22nd August 2019

Lights And Letters Highlight Rich Design History

ABOVE: The recently illuminated sign by Villawood

IN 2017 Geelong was named Australia’s first United Nations Education, Scientific and Cultural Organisation (UNESCO) City of Design, and now that title is up in lights. Villawood Properties erected the letters to highlight the global recognition of Geelong’s rich design history.

Villawood properties director Rory Costelloe said that being recognised by UNESCO was crucial to Geelong’s identity.
“Geelong has really matured in a creative sense and is really blossoming,” he said. “UNESCO’s City of Design recognition is a very significant aid in enhancing Geelong’s reputation at state, national and international level.” The UNESCO Creative Cities Network aims to make creativity essential in sustainable urban renewal and development. It looks to do this through former inter-city partnerships at both a domestic and international level, and by placing creativity and cultural at the core of development plans.

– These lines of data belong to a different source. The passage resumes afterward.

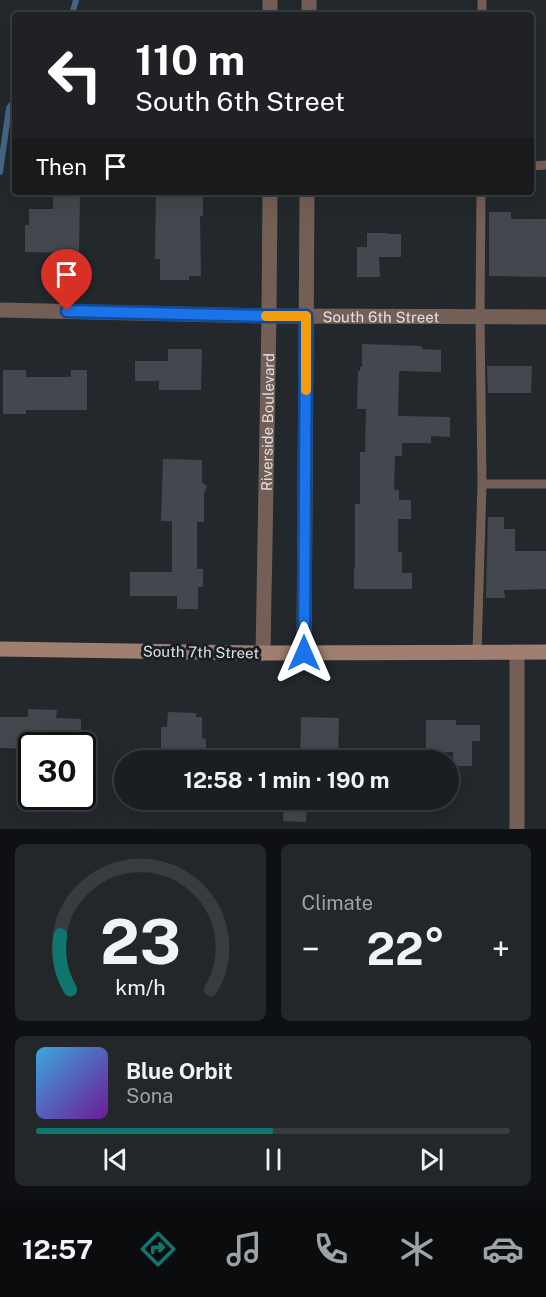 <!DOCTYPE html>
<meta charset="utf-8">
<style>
body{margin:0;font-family:"Public Sans",sans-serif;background:#23272a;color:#f1f3f6;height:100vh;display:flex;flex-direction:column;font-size:22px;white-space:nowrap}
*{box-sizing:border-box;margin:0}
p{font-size:20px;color:#9fa2a5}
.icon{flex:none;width:33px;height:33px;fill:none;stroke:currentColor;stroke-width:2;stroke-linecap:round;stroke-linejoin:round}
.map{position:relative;height:829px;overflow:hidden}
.side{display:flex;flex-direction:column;gap:15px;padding:15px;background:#0e1013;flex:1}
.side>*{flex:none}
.guide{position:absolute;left:12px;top:12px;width:522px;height:183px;border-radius:6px;box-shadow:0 6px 24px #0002,0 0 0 2px #383c40;background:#202124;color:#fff;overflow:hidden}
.speed{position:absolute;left:18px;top:732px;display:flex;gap:12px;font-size:30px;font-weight:700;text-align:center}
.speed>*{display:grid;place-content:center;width:78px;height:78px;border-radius:50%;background:#1a1e22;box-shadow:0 6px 24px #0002,0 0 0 2px #383c40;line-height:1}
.speed .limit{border:3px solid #111;border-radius:9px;background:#fff;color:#111}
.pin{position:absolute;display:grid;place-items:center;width:51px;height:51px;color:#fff;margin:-62px -26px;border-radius:50% 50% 50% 0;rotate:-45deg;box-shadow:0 0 6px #0007}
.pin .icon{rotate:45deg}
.me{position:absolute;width:66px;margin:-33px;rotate:0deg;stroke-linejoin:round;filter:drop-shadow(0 0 4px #0008)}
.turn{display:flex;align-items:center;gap:21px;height:126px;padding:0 24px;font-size:27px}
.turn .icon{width:78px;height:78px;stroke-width:2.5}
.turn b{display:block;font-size:42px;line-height:51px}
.then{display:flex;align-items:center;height:57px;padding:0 24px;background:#0003;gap:12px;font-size:22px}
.big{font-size:45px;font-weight:700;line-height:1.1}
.side .widget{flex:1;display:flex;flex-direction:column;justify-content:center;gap:9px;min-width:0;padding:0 21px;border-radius:9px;background:#23272a}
.side .dial{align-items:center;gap:0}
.dial svg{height:156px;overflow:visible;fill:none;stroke:#383c40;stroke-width:7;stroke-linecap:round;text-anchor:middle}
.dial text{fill:#f1f3f6;stroke:none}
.song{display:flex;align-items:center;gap:18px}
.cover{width:72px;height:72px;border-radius:9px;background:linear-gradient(135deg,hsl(200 70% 55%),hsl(280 70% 35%))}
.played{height:6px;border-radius:3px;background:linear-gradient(90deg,#0f766e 50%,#383c40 50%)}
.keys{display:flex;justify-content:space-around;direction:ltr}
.heat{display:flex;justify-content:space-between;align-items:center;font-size:33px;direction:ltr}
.side .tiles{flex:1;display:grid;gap:15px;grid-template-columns:1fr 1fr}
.widget:last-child{grid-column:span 2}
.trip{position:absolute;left:114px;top:750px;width:345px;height:60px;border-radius:30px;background:#1a1e22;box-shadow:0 6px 24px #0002,0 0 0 2px #383c40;font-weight:700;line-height:60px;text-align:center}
.tab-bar{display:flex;height:96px;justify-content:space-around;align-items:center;background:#0a0c0e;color:#9fa2a5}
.tab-bar .icon{width:42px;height:42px}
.tab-bar .current{color:#0f766e}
.tab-bar b{font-size:27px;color:#f1f3f6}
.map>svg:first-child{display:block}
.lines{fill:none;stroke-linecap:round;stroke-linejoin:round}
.stream{stroke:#456689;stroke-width:6}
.building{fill:#43484e}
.service{stroke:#745f56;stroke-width:9}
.minor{stroke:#745f56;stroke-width:15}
.secondary{stroke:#a07f70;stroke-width:15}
.route-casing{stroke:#114b97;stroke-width:15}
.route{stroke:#1a73e8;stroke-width:10}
.slow{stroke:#f59e0b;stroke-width:10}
.labels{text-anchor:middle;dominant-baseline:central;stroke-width:6;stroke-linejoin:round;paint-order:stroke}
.street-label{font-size:15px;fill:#dde1e4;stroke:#191e23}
</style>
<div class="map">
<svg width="546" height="829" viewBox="0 0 546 829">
<rect width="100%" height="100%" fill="#23282d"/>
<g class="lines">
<g class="stream">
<path d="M72,15L76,0"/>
<path d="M0,172L9,108L15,100"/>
</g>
</g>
<g class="building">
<path d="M156,192H203V216H200L201,276H189V280H160V259H155Z"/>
<path d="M53,194H80L79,253L25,252V225H29V209H53Z"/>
<path d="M489,212H511V219H546V277L489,276Z"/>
<path d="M367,233H387V234H401V257H379L380,277H357V247H367Z"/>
<path d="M362,344L422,346V349L441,350V372L399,371L398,416L450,417V437L431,436V443H402V456H395L394,490H399V500H411V519H398V552H402V573H412V589H354V567H355V504H360V452H365L366,409H357L358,371H360V367H362Z"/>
<path d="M168,349H202L201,390H159V381H135V361H168Z"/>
<path d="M487,366H532L531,393H488Z"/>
<path d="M3,370H26V377H71V370H87V410H26V414H3Z"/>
<path d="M163,459L202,460V482L207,486L204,493V522H197V569H203V587H198V609H177V596H130V572H172V521H161Z"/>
<path d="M488,517H504V529H515V551H546V589L504,590L505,598H486Z"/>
<path d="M28,709L57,710L56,718L81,719V739L56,738V746H32V749L0,748V717H28Z"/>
<path d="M168,712L196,713V717H202V738L206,739V755H202V760H167V758H161V727H167Z"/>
<path d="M301,717L339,718L338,760H300Z"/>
<path d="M426,720H456V725H480V741H472V766H453V752H432V748H426Z"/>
<path d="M284,800H307L306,822L283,821Z"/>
</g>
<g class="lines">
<g class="service">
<path d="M482,15V0"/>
<path d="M531,166L546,165"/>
<path d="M482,484H546"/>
<path d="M477,652L482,484L480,317L481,192"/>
</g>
<g class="minor">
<path d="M270,15V0"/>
<path d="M309,15V0"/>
<path id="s1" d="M0,310L269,316L546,317"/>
<path d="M517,652V829"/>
<path id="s2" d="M263,653L269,316L270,192"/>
<path d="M304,653L307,192"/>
</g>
<path class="secondary" d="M0,649L263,653L546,652"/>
</g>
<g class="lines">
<g class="route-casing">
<path id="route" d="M67,311L269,316H306L304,653"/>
</g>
<use href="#route" class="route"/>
<path class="slow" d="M266,316H306V390"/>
</g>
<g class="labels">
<g class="street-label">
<text stroke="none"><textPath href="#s1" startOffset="381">South 6th Street</textPath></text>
<text stroke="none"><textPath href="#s2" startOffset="231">Riverside Boulevard</textPath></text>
<text transform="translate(201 652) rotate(1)">South 7th Street</text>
</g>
</g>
</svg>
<div class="speed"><div class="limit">30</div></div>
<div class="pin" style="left:67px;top:311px;background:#d93025"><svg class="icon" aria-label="arrive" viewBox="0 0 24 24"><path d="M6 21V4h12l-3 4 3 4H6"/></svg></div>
<svg class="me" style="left:304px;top:653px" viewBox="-20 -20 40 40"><path d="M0-17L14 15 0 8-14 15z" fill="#1a73e8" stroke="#fff" stroke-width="4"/></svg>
<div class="trip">12:58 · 1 min · 190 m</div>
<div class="guide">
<div class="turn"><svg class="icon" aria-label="left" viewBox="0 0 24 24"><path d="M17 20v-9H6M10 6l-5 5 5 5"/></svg><div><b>110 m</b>South 6th Street</div></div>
<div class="then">Then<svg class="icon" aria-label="arrive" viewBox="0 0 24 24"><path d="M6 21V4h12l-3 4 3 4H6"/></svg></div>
</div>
</div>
<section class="side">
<div class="tiles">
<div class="widget dial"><svg viewBox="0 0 100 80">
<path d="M14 69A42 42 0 1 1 86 69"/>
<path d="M14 69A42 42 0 0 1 9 41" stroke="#0f766e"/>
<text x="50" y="56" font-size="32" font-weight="700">23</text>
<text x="50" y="72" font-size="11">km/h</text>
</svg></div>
<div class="widget"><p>Climate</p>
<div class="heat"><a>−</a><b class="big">22°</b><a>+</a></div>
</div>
<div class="widget">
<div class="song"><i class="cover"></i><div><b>Blue Orbit</b><p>Sona</p></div></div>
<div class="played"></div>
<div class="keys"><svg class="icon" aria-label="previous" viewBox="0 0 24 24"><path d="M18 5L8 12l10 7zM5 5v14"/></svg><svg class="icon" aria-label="pause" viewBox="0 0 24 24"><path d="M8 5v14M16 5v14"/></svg><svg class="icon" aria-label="next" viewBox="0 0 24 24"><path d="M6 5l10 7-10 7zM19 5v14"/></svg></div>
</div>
</div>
</section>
<nav class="tab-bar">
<b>12:57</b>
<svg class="icon current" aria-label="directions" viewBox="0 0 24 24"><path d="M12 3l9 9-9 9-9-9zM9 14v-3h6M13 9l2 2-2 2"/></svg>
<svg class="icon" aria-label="music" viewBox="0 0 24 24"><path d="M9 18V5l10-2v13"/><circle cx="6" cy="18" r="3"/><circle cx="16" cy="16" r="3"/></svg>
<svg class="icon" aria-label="phone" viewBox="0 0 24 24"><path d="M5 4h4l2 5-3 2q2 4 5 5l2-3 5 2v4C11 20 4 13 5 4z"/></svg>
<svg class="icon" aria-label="climate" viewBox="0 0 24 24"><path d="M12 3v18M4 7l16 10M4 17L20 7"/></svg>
<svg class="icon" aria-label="car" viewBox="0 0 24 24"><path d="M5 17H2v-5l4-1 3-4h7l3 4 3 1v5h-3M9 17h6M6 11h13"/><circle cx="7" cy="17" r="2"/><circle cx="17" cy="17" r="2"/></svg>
</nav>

There are currently 180 UNESCO Creative Cities. Geelong’s design history dates back to 1851 when it was home to the first designed commercial refrigerator. In 1934 Lew Bandt also designed and built the first Ford ute in Geelong. More recent designs include the Library Heritage Centre, GMHBA Stadium, and the Geelong Performing Arts Centre. Geelong is one of 32 UNESCO Cities of Design. Other cities include Beijing, Berlin, Istanbul and Seoul.